I try to be calm and patient. It's hard. I try to practice the gentle art of Keeping My Mouth Shut even when I have something devastatingly witty or astoundingly insightful to say. I try to slow down.

The following strategy may sound familiar: Wait. Don't rush. If it's a brilliant idea now it'll be a brilliant idea later. No harm in re-reading it tomorrow, I can send it then. I'm sure it is essential but no need to buy it right now, I can get it next week. No need to buy a year’s supply, even on special (but it's on SPECIAL!!!). Let’s just get what we need now and come back later.

The very best strategy I have ever found is Listen To My Wife. It's hard sometimes but she's usually right. When you can't trust your own mind, find people you can trust and listen to them even when you know you are right.

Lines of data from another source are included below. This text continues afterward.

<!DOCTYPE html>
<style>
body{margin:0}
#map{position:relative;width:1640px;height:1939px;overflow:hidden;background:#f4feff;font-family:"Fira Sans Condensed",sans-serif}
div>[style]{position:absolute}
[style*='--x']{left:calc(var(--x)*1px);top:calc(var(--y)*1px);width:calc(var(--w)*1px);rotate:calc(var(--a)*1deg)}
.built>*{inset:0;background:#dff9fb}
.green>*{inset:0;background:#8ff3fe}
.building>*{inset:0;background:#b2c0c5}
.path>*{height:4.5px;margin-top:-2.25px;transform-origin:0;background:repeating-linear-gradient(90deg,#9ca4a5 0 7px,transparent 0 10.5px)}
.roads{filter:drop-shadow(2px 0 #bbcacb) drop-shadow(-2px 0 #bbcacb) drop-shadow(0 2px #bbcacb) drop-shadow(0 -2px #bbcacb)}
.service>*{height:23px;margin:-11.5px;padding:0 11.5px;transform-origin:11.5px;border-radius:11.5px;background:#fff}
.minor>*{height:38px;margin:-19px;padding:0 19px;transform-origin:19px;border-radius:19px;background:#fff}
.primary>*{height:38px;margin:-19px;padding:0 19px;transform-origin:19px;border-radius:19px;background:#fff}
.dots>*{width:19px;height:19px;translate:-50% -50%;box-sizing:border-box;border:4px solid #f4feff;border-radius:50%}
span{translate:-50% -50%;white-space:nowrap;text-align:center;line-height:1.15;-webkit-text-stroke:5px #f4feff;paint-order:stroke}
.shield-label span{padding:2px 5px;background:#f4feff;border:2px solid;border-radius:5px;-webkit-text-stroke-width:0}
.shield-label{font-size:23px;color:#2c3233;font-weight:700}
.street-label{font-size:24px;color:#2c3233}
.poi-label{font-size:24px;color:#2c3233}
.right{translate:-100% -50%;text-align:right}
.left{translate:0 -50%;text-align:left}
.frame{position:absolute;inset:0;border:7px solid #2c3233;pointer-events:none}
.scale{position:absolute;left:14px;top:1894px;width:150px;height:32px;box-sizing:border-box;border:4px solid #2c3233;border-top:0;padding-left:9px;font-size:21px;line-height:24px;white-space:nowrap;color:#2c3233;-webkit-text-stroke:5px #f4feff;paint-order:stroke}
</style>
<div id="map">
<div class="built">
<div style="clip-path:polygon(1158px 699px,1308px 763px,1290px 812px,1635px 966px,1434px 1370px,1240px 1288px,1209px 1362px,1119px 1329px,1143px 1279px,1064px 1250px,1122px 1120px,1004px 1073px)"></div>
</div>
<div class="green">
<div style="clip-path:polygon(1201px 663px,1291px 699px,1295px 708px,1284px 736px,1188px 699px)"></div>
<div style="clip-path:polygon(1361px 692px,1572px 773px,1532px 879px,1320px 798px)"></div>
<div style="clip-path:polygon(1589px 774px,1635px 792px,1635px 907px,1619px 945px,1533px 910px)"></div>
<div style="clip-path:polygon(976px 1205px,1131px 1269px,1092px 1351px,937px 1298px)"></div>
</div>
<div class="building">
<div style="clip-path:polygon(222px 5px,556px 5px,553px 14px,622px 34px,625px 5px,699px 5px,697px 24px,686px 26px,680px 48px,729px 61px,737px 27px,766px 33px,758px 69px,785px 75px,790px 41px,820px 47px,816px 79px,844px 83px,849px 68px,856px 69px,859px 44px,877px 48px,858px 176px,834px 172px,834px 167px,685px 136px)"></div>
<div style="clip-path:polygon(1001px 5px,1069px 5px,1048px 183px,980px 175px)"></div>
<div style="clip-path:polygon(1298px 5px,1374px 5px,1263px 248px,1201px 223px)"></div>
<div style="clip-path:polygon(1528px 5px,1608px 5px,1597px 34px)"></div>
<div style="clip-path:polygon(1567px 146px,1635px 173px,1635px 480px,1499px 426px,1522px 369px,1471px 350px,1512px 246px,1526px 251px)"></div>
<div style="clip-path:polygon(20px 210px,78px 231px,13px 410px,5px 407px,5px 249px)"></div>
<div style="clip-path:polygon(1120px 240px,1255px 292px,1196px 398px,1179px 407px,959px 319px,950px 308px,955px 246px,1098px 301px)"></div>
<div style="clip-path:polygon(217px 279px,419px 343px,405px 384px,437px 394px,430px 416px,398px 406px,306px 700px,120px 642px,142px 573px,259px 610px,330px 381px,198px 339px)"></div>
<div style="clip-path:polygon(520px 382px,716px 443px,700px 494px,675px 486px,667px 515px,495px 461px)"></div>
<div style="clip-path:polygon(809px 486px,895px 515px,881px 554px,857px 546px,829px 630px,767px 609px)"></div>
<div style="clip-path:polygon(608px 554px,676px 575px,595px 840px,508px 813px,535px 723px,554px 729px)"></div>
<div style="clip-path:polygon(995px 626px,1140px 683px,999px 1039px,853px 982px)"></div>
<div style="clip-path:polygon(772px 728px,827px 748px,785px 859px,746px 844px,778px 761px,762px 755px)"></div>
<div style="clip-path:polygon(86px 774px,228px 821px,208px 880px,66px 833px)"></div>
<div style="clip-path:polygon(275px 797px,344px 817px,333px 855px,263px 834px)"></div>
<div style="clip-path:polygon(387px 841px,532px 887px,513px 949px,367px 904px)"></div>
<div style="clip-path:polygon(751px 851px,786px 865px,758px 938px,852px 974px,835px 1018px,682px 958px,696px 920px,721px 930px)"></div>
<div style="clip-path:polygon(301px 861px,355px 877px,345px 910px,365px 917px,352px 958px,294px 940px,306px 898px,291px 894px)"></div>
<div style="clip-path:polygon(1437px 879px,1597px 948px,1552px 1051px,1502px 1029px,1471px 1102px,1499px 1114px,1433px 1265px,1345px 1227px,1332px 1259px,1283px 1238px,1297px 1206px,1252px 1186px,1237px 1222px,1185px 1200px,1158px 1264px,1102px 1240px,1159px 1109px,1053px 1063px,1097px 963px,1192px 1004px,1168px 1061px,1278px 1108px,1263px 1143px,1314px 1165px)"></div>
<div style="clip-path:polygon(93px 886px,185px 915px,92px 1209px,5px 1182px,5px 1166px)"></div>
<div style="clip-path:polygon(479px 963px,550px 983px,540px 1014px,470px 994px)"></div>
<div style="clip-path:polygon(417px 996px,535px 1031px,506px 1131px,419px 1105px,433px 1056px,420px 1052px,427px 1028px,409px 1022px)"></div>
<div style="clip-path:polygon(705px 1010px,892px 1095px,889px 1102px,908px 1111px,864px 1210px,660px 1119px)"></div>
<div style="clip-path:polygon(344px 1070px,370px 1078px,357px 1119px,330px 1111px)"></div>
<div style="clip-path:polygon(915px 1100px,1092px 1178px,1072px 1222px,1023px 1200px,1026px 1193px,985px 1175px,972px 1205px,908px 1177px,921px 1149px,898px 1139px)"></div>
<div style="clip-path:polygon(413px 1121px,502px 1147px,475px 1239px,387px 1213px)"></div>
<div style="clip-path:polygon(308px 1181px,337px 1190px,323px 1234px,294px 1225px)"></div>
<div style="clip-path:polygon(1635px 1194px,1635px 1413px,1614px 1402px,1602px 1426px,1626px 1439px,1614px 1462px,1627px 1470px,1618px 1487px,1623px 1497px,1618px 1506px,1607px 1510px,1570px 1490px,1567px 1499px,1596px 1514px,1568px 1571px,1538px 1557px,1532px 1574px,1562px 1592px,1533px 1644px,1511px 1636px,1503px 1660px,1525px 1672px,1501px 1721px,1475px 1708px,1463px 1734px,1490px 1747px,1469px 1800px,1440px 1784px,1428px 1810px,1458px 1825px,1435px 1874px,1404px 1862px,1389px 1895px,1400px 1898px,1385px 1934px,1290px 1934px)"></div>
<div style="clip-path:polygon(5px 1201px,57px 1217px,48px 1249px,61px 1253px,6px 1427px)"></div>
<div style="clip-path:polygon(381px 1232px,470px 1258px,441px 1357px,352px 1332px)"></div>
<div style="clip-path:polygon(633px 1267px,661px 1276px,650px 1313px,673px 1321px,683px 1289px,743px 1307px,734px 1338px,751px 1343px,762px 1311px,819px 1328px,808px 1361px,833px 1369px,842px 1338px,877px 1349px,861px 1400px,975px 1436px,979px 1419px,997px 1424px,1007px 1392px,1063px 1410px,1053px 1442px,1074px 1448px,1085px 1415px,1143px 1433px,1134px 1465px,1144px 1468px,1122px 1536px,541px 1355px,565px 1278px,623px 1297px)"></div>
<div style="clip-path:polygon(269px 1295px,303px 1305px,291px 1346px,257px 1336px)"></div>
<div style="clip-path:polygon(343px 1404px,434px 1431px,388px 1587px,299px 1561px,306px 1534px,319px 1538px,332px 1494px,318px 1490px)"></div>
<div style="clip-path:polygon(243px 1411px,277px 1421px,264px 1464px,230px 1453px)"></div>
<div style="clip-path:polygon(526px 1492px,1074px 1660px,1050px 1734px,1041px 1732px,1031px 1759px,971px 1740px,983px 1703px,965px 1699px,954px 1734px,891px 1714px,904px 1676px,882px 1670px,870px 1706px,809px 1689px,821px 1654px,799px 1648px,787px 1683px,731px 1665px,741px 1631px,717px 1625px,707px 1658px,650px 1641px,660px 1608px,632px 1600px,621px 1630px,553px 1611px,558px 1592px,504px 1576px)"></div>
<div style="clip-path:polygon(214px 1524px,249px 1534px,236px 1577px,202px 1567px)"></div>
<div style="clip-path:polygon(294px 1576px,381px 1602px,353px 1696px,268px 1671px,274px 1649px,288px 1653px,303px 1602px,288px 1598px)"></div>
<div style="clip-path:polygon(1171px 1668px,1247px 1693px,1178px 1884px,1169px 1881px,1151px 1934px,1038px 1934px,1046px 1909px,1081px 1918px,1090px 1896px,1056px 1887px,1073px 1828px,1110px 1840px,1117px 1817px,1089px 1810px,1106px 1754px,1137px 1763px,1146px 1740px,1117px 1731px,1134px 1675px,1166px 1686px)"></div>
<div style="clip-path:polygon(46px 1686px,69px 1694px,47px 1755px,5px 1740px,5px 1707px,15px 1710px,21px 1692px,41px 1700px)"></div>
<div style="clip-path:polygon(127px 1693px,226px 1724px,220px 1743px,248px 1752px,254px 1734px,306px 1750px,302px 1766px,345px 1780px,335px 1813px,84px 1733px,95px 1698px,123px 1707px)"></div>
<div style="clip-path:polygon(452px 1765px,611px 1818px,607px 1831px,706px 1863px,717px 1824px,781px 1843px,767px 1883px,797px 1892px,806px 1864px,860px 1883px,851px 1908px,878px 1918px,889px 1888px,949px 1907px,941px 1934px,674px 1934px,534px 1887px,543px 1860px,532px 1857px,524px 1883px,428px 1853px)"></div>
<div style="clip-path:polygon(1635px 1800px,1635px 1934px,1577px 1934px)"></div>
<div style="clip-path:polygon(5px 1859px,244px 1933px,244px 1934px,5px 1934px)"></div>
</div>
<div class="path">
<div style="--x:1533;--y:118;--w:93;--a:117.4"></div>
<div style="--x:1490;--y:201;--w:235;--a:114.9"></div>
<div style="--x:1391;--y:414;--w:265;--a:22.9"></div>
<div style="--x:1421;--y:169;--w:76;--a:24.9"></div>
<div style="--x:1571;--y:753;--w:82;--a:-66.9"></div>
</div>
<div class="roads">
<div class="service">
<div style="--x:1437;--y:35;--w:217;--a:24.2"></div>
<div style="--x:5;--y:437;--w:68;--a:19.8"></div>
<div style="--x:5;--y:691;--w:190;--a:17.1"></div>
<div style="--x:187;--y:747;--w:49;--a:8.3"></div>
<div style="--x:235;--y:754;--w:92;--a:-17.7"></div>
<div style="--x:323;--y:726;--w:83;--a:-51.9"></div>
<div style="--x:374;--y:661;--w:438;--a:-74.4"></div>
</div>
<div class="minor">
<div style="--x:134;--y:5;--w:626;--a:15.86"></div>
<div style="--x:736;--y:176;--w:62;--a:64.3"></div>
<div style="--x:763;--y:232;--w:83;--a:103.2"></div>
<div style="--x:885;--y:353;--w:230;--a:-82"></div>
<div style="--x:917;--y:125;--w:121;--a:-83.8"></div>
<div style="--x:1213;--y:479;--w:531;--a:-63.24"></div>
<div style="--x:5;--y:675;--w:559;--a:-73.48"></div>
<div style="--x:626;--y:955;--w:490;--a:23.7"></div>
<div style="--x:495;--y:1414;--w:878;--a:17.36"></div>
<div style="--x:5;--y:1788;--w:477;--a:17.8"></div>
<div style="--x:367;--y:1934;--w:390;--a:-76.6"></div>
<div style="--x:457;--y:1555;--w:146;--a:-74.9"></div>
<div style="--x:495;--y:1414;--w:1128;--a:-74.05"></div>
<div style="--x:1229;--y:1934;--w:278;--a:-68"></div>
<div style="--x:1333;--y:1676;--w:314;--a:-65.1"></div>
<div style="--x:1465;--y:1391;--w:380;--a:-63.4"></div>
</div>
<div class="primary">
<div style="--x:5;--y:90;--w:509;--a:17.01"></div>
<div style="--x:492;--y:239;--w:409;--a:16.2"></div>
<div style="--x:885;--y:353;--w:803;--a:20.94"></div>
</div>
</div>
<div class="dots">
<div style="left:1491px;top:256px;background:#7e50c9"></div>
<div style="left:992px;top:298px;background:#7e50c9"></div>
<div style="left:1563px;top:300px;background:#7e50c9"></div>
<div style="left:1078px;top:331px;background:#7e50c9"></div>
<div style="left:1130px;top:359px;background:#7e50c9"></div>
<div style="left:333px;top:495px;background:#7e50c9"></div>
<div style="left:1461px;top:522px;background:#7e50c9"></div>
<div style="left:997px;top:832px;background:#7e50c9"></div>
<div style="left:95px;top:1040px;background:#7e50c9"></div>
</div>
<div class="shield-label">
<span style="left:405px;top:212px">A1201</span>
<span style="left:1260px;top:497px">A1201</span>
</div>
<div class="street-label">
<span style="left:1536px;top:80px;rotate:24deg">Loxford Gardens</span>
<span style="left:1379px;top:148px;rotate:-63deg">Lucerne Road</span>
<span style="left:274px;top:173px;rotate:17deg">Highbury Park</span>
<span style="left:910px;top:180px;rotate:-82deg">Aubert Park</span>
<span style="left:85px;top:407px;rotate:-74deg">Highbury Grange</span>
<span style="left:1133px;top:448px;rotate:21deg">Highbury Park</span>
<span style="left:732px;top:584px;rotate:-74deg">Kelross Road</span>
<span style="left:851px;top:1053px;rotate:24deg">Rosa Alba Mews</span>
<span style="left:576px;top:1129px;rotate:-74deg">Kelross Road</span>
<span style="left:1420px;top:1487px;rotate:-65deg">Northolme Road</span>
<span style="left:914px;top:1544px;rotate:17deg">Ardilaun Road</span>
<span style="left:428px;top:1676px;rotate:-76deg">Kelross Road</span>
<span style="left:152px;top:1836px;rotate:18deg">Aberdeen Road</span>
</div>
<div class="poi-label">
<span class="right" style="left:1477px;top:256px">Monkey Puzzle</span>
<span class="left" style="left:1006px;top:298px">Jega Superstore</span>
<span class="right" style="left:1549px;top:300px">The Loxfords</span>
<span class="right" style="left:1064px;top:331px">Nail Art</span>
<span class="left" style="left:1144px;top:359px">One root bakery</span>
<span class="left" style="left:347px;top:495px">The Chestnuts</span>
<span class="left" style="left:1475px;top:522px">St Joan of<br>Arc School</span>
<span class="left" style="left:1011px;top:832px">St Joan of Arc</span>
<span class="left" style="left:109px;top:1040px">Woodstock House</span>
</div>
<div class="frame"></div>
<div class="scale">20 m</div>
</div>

There is a thing the doctors call a "dysphoric high". I have had that misfortune. All the energy, racing ideas and poor judgement of standard mania but instead of everything being great, everything is irritating. It all just makes me ANGRY. This is the worst. Not for me (I'm insulated by layers of delusional, self-righteous anger) but for my long-suffering wife. I am amazed and forever grateful that she never packed up and left. It would have been justified, perhaps even well-advised. Thanks Denise.

The only advice I can give for this condition is Keep Your Damn Mouth Shut. Some people say that communication is always best. They are wrong. I agree it is usually best, but right now Shut Up. Go stew in your room. Take a walk. Have long protracted arguments in your head with all the people you think have offended you. You will probably win those arguments. But Do Not Say Them Out Loud. Concerned people will ask, what’s wrong? Do Not Tell Them. DO NOT. Tell them it’s not them it's you. Tell them you'll be fine. Tell them you'll talk about it later. Lie through your teeth. At one point I took to telling my wife "it's that time of the month".

Wait. There's no rush. If they are out to get you, if you really cannot tolerate their behaviour any more, it will still be true tomorrow or next week. Take your time. You may change your mind. You regularly do, remember?  Maybe there is something that needs sorting out, but sort it out later. You can talk about things that bother you but NOT NOW. The arguments that you won in your head? You WILL NOT WIN in reality. Nobody will. Everybody will lose. You will cause terrible harm that will be hard to repair, if you're lucky enough to be able to repair it. I know. Thanks Denise.

 

What can we learn from manic depression?

One of the things I have learned from manic depression is that I do not control my own mind, and I cannot believe everything it tells me. I suspect this applies to everyone in a subtle way. In my case it is not subtle.  Apparently this is well known in the mind sciences and Buddhism, but it was a bit of a shock to me.

Of course I still have to trust myself. I still do. My mind isn't trying to deceive me, it is doing the best it can. Sometimes that is great. Sometimes not so much. Urgency and desperation are clues that maybe it isn't great right now. So take a deep breath. Put that aside for later. Talk it over with someone. There's no rush. My mind works, I just have to be patient with it.

Manic depression has taught me the value of patience. I don't always do it, but at least I know it is a good idea.

Life is unpredictable. We can't control it, and not everything about it is good. But a lot of it IS good. If we make the best of the good, and try not to be fooled or overwhelmed by the bad, we can be happy. At least some of the time. And so it goes with the mind.

I have learned to live peacefully with my mind (which includes having learned to take my meds.) It doesn't always behave but nobody's perfect. Nowadays I am happy most of the time. I wish everybody the same.